The sources indicated on Sunday that Qatar affirms it does not impose itself on the parties and cannot undertake any mediation unless asked to do so, and this includes the current mediation between Hamas and Israel.
The sources said Qatar would not allow interference from any party that would affect the integrity of its role.
The diplomatic sources said Qatari mediation disturbed certain parties which have worked to criticise and attack it, to pressure it to transform from an honest mediator to a tool for exerting pressure on a party, something that Qatar has not done in the past, successful mediations, both international and regional, including the Palestinian file.

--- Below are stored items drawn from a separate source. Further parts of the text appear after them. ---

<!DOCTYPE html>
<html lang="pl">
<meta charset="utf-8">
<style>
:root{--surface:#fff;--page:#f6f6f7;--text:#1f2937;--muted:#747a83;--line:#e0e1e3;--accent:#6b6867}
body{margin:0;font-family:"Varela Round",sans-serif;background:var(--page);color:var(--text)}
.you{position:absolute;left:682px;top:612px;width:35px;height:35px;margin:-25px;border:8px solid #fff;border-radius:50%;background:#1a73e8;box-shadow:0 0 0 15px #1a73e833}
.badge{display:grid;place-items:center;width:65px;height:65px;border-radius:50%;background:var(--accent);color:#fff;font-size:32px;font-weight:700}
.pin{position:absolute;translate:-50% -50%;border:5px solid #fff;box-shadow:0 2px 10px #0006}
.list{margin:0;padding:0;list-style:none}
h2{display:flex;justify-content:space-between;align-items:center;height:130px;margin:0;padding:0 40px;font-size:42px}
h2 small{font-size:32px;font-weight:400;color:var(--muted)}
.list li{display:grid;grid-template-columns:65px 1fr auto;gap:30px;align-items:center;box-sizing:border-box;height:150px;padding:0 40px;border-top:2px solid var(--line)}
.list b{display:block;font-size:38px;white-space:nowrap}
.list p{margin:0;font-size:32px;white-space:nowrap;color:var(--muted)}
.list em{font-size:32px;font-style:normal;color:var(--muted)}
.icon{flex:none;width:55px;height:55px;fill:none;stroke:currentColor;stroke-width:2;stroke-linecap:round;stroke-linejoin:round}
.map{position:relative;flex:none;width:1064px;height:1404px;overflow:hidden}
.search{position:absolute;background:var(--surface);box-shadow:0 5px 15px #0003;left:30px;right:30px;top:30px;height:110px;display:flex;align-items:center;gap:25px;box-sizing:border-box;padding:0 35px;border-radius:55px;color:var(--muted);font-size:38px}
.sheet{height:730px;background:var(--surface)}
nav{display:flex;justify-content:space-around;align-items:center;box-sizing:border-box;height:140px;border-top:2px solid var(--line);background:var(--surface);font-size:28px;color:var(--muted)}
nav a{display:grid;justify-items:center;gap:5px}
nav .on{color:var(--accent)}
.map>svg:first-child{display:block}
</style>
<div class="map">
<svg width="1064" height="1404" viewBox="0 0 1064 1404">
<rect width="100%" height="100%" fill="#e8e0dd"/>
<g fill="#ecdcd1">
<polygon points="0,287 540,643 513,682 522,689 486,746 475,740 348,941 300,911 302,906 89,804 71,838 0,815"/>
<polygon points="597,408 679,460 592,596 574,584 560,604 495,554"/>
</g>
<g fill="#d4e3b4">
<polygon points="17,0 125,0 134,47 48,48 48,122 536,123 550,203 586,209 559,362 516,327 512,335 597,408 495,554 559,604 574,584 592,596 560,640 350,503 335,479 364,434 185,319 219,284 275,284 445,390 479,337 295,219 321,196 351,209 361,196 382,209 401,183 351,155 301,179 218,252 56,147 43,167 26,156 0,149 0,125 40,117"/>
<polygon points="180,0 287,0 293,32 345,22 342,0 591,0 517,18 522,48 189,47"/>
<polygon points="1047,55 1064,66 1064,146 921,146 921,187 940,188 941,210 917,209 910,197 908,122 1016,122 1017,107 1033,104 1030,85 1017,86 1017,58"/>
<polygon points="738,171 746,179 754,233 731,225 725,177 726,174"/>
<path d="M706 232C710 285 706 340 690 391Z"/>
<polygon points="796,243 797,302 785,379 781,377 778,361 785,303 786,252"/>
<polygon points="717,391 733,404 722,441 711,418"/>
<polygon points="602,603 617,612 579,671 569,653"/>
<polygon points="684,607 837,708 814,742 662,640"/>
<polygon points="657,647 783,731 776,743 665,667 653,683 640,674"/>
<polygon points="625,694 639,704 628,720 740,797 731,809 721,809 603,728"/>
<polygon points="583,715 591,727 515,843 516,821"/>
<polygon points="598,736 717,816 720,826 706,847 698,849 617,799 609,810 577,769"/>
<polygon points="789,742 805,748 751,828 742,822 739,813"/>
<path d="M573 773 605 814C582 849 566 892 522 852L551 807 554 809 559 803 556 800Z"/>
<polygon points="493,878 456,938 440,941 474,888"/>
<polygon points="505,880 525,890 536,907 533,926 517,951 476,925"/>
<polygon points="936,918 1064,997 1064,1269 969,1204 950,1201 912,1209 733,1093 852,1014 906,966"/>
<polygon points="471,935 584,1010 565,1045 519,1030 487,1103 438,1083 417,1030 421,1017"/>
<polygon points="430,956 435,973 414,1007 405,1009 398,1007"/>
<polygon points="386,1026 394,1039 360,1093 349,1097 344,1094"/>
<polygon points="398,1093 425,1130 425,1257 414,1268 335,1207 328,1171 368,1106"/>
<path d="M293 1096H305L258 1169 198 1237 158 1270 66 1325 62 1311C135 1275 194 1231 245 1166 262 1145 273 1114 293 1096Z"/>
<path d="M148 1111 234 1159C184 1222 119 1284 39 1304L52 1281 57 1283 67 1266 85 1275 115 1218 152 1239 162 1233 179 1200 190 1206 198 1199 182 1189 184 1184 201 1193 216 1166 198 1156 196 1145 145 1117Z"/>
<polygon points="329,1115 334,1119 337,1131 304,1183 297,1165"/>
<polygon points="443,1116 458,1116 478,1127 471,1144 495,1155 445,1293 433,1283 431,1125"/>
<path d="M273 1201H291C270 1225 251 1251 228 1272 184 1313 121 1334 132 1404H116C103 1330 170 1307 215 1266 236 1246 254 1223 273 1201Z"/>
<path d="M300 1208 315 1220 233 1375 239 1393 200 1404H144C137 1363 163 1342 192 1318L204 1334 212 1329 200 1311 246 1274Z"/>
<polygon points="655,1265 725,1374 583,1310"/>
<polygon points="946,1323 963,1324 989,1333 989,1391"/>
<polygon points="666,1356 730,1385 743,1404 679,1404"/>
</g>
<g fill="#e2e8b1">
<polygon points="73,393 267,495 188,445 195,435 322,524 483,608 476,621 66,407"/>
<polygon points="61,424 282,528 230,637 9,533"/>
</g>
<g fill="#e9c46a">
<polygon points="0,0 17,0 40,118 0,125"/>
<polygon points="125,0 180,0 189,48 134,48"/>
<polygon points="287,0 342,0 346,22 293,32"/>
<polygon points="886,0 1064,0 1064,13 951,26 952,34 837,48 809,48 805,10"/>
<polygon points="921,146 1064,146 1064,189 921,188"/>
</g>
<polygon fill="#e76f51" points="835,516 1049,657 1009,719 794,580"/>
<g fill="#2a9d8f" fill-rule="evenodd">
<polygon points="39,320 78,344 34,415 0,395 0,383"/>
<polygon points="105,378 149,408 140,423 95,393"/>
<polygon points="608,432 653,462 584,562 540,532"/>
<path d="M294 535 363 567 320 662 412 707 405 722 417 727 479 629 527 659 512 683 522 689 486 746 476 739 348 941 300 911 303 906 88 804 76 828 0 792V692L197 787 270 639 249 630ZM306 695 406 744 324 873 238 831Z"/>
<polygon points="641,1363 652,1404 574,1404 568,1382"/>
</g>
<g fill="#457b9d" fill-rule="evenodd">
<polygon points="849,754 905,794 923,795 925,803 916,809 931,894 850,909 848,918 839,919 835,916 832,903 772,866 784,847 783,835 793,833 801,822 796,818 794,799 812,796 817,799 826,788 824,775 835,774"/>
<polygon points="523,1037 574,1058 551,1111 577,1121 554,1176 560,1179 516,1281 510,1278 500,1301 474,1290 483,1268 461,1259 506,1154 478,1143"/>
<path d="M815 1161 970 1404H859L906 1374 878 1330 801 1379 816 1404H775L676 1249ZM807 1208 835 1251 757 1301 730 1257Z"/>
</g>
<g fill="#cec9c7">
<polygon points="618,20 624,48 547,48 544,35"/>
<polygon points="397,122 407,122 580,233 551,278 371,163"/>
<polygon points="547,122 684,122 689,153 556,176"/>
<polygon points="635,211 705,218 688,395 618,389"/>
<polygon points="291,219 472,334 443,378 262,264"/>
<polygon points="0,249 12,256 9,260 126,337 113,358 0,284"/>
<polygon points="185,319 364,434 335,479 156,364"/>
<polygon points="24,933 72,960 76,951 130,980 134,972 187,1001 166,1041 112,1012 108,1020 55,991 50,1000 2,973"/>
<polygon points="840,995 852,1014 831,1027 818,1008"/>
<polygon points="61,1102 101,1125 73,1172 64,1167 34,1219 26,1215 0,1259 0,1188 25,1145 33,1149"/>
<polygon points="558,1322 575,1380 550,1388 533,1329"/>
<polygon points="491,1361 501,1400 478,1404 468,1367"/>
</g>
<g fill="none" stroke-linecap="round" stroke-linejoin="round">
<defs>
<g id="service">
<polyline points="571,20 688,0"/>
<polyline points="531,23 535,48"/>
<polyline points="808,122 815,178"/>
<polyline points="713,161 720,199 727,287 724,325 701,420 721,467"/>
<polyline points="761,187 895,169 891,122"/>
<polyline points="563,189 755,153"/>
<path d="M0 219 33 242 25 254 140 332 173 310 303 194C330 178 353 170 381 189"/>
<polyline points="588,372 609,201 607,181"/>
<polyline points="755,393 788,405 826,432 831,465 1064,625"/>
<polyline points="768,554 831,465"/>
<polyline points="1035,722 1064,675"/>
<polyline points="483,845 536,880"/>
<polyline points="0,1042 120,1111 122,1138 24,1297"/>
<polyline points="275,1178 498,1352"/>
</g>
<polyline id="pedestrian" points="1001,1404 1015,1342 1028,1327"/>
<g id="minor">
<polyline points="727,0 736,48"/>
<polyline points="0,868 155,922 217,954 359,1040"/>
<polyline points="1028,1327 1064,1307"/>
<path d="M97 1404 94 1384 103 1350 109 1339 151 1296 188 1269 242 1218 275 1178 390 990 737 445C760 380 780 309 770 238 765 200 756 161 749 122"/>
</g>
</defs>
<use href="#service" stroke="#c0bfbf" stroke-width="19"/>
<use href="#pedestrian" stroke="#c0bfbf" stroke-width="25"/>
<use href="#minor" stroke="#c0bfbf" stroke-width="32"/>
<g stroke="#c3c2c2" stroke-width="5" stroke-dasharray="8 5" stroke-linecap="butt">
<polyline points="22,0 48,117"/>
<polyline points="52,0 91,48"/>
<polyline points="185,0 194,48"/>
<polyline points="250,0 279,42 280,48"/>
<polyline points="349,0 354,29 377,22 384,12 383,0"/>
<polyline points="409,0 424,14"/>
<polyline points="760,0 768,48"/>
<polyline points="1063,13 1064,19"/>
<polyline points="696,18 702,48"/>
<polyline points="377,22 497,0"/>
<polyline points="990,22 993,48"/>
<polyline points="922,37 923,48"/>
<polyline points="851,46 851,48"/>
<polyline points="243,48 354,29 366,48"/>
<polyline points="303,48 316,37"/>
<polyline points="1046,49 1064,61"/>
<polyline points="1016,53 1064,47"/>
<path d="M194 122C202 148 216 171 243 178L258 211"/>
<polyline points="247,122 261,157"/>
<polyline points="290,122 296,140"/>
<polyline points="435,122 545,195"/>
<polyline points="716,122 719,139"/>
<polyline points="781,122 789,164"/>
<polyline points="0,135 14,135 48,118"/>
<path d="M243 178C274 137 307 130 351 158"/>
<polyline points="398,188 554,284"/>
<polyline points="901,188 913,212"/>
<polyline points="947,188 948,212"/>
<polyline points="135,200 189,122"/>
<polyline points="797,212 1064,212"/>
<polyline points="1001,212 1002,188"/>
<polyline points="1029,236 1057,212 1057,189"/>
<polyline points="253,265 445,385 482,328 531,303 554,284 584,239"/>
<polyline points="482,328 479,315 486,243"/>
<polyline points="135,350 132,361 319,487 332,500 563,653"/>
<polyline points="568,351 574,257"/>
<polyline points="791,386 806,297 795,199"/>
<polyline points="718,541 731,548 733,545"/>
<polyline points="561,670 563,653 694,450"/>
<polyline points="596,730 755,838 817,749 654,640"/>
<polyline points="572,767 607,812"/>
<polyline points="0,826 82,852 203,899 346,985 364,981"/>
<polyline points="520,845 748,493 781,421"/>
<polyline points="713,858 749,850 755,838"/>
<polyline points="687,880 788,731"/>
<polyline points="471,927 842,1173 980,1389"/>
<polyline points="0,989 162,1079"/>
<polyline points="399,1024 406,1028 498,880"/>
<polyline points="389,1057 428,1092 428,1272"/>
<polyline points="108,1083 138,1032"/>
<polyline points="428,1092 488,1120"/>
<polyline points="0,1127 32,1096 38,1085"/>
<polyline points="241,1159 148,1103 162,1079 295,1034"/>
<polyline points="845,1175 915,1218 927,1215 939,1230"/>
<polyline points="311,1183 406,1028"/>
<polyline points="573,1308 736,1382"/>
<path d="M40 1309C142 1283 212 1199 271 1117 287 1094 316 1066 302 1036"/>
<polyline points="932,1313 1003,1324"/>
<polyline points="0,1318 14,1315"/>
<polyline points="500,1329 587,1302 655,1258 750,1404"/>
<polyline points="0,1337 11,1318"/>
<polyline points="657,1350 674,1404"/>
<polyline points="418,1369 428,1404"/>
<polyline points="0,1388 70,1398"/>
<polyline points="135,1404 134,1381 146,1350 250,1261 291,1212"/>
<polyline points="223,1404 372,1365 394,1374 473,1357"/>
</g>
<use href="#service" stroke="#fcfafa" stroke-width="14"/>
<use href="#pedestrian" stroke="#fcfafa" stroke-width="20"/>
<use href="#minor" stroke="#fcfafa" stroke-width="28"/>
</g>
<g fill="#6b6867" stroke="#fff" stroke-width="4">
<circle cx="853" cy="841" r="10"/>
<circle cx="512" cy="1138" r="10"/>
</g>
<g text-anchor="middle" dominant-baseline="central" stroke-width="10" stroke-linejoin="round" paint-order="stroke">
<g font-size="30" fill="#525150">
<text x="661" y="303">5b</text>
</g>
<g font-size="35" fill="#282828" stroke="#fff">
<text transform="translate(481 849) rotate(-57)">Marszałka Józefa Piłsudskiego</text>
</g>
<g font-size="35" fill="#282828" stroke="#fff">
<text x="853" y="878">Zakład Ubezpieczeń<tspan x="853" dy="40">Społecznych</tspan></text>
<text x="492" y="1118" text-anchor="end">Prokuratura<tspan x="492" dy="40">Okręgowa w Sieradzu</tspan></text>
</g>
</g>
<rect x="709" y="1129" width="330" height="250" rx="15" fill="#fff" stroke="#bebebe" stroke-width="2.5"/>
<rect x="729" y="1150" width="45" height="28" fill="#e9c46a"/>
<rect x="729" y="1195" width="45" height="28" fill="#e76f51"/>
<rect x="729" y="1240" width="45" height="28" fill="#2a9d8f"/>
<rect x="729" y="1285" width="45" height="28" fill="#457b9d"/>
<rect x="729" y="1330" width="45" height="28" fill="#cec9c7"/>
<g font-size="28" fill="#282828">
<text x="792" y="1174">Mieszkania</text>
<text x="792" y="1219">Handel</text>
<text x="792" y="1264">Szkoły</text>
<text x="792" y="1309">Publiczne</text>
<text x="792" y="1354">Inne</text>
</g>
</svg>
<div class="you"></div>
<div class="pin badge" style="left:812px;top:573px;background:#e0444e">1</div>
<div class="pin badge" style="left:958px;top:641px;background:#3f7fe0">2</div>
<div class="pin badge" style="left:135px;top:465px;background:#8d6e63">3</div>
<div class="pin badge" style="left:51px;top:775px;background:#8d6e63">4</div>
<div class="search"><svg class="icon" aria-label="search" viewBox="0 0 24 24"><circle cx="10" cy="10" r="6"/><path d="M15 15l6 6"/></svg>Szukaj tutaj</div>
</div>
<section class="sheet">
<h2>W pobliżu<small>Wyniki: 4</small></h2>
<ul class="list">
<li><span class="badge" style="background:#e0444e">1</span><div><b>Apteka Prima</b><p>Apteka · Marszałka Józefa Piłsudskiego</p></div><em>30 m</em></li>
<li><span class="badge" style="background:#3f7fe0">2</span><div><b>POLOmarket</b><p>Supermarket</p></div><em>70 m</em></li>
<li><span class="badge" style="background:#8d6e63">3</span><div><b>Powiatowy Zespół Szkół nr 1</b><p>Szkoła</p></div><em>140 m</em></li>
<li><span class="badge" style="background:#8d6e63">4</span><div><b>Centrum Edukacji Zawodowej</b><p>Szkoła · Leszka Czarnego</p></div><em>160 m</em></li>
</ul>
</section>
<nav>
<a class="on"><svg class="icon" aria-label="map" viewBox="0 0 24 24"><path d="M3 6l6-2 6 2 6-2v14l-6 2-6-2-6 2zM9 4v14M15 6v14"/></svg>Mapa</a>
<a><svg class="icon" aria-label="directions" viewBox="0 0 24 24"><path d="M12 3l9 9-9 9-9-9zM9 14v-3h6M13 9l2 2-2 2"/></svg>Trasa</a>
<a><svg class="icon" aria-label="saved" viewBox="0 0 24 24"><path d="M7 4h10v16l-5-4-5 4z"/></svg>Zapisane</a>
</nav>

Qatari Prime Minister and Foreign Minister Sheikh Mohammed bin Abdulrahman bin Jassim Al Thani has said Doha is in the process of evaluating its role in this mediation, stressing that Qatar sees this mediation as being misused for narrow political interests, as they put it.
On Saturday, an informed official revealed to the Reuters news agency that Qatar might close the Hamas movement’s political office in Doha as part of a broader review of the mediation between the movement and Israel.
A top Israeli official said Saturday that Hamas’s continued demand for a lasting ceasefire in the war in Gaza was stymying prospects of reaching a truce.
“So far, Hamas has not given up its demand to end the war, thus thwarting the possibility of reaching an agreement,” the official told AFP on condition of anonymity.
The official rejected reports that Israel had agreed to end the war as part of a deal to free the hostages held by Gaza militants.
The official said suggestions Israel was prepared to allow mediators to provide Hamas with guarantees of an end to the war were also “not accurate.”
The official’s comments came after Hamas negotiators returned to Egypt on Saturday to give their response to a proposed pause in the nearly seven-month war.
Mediators from Egypt, Qatar and the United States have been waiting for Hamas to respond to a proposal that would halt fighting for 40 days and exchange hostages for Palestinian prisoners in Israeli jails, according to details released by Britain.
Despite months of shuttle diplomacy between the warring parties, the mediators have been unable to broker a new truce like the week-long ceasefire that saw 105 hostages released last November, the Israelis among them in exchange for Palestinians held by Israel.
Thousands of Israelis rallied in Tel Aviv late Saturday demanding a deal to free the remaining hostages. They waved Israeli flags and placards calling on the government to “Bring them Home!“
Israel says 128 hostages remain in Gaza. The army says 35 of them are presumed dead.
On Saturday, shortly before 9 p.m. (1800 GMT), a senior Hamas source close to the negotiations in Cairo told AFP there had been “no developments” and the day’s talks “have ended.”
“Tomorrow, a new round will begin,” the source said.
Earlier, the Israeli official had said Israel would not send a negotiating team to Cairo until it saw “positive movement” on the framework for a hostage deal.
“What we are looking at is an agreement over a framework for a possible hostage deal,” the official said.
“Tough and long negotiations are expected for an actual deal.”
Hamas has said the main stumbling block is Israeli Prime Minister Benjamin Netanyahu’s insistence on sending ground troops into Rafah, the south Gaza city that is packed with displaced civilians.
Washington has said repeatedly that it opposes any military operation in Rafah that endangers the 1.2 million civilians sheltering there.